PETALING JAYA: The government may have to recalibrate Budget 2020, as well as reset its fiscal deficit target to above 3.4% of gross domestic product (GDP) for this year, after taking into account additional fiscal spending and lower global oil price assumptions.

This follows the second round of measures to the existing Economic Stimulus Package (PRE2020), announced on Monday by Prime Minister Tan Sri Muhyiddin Yassin.

He unveiled further key initiatives, where the main measure is allowing Employees Provident Fund members below the age of 55 to withdraw a maximum of RM500 a month for a period of 12 months from their second account effective April 2020.

There will be an allocation of RM500 million to the Health Ministry (MOH) to support in mitigating Covid-19, with an additional RM100 million will be provided to MOH to employ 2,000 new contract healthcare workers.

A comprehensive PRE2020 will be announced on March 30.

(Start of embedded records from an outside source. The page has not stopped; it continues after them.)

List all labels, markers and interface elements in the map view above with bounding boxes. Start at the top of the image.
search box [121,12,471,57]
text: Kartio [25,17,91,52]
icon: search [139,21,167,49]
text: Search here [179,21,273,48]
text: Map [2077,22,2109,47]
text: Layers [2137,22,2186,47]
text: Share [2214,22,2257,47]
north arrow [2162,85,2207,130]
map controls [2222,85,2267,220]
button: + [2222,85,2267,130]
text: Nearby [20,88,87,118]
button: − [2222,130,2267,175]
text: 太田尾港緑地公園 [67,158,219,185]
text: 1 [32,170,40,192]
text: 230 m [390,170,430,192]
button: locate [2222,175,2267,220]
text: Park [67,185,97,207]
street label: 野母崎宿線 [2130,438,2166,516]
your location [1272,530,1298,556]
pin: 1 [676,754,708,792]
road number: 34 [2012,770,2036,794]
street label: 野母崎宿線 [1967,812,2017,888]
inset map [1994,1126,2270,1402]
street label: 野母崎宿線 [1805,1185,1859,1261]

In a note by Affin Hwang Capital Research, it said the government will likely roll out a larger and more comprehensive fiscal stimulus package, with household consumption continuing to be the prime beneficiary from the stimulus measures, as well as businesses (especially SMEs) in those sectors and industries affected by Covid-19.

“We believe the stimulus package will also include direct spending by the government on development and infrastructure expenditure,” it said.

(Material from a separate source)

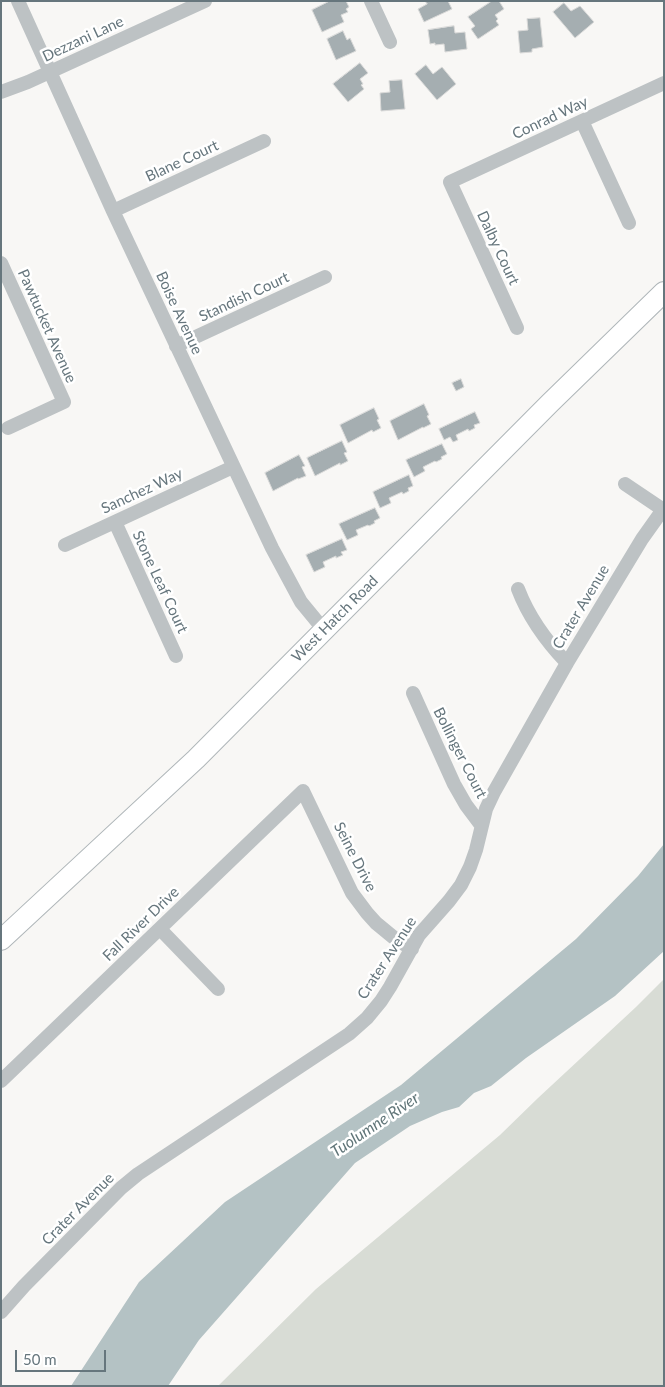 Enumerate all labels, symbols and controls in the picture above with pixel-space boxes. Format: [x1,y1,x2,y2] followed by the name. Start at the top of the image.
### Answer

Affin Hwang said it is currently maintaining real GDP growth forecast of around 3.3% for 2020, but there are downside risks to that number should the Covid-19 outbreak last until the end of June 2020.

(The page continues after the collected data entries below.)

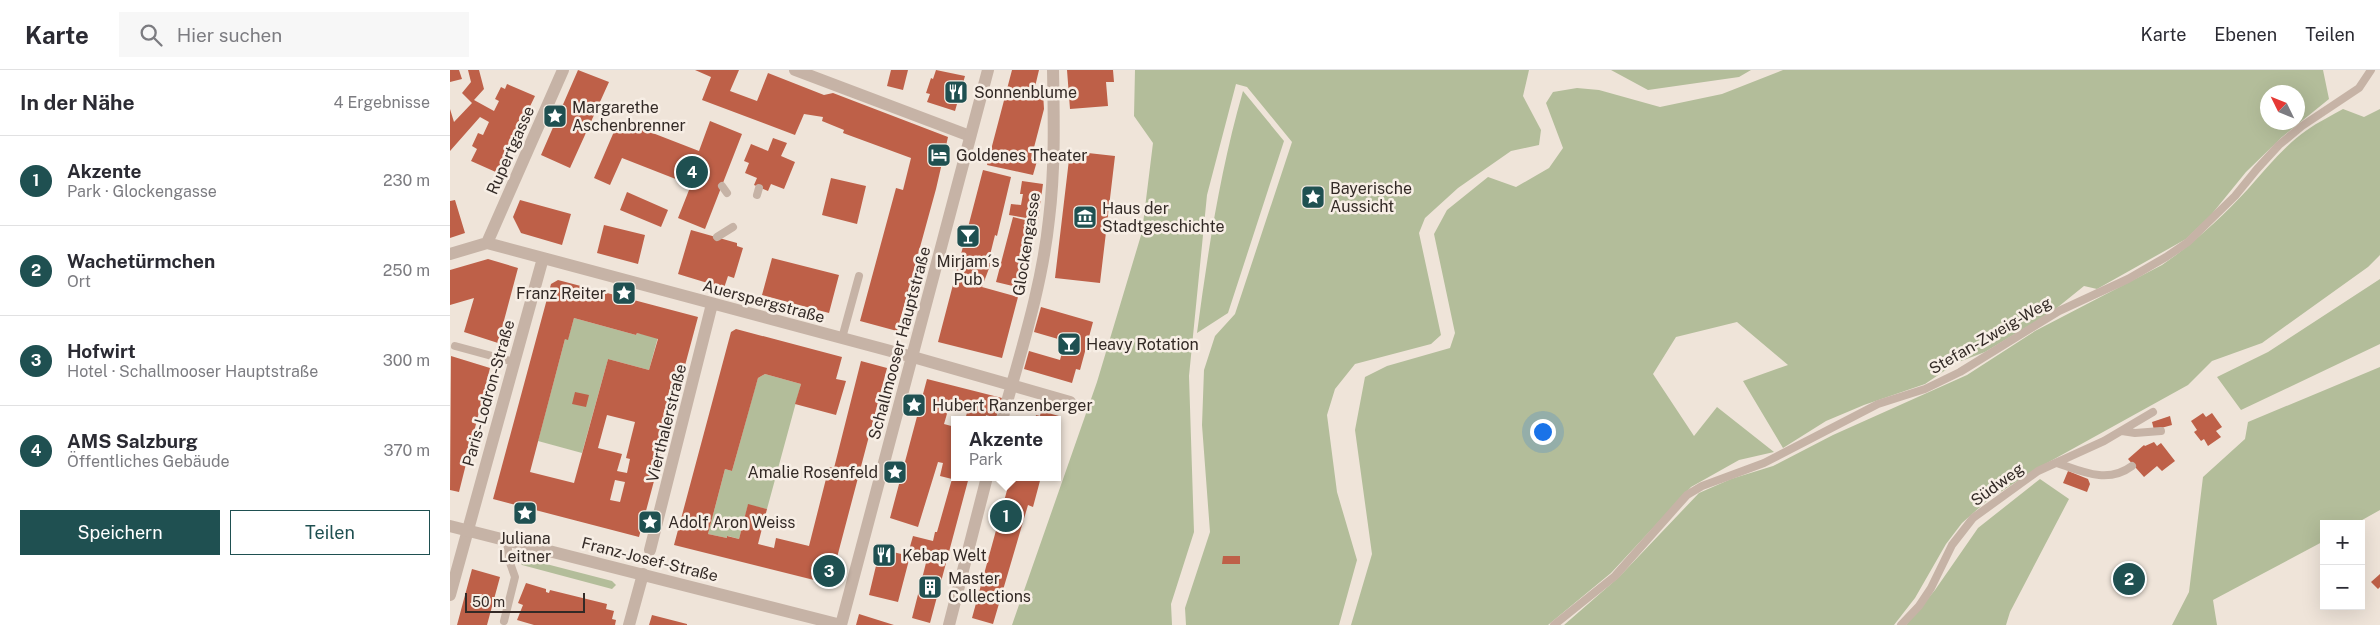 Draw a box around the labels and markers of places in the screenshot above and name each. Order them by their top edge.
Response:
restaurant icon: Sonnenblume [943,79,969,105]
place label: Sonnenblume [974,83,1077,102]
place label: Margarethe Aschenbrenner [572,98,686,135]
place icon: Margarethe Aschenbrenner [542,103,568,129]
hotel icon: Goldenes Theater [926,142,952,168]
place label: Goldenes Theater [956,146,1088,165]
pin: 4 [676,153,708,191]
place label: Bayerische Aussicht [1330,179,1412,216]
place icon: Bayerische Aussicht [1300,184,1326,210]
place label: Haus der Stadtgeschichte [1102,199,1225,236]
museum icon: Haus der Stadtgeschichte [1072,204,1098,230]
bar icon: Mirjam´s Pub [955,223,981,249]
place label: Mirjam´s Pub [937,252,999,289]
place icon: Franz Reiter [611,280,637,306]
place label: Franz Reiter [516,284,606,303]
bar icon: Heavy Rotation [1056,331,1082,357]
place label: Heavy Rotation [1086,335,1199,354]
place icon: Hubert Ranzenberger [901,392,927,418]
place label: Hubert Ranzenberger [932,396,1093,415]
place icon: Amalie Rosenfeld [882,459,908,485]
place label: Amalie Rosenfeld [747,463,878,482]
pin: 1 [990,497,1022,535]
place icon: Juliana Leitner [512,500,538,526]
place icon: Adolf Aron Weiss [637,509,663,535]
place label: Adolf Aron Weiss [668,513,795,532]
place label: Juliana Leitner [499,529,551,566]
restaurant icon: Kebap Welt [871,542,897,568]
place label: Kebap Welt [902,546,987,565]
pin: 3 [813,552,845,590]
pin: 2 [2113,560,2145,598]
place label: Master Collections [948,569,1031,606]
building icon: Master Collections [917,574,943,600]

“The impact is likely to drag and weigh down the country’s real GDP growth by 2.5-3 percentage points (ppt) in 2020. This indicates that Malaysia’s GDP growth may only be expanding by around 0.3-0.8% for 2020 as a whole, from our current base case assumption of 3.3%, if the Covid-19 crisis drags on.

“As such, it is necessary for the government to take further and possibly larger fiscal stimulus measures to safeguard and support the economy from slowing down sharply,” it said.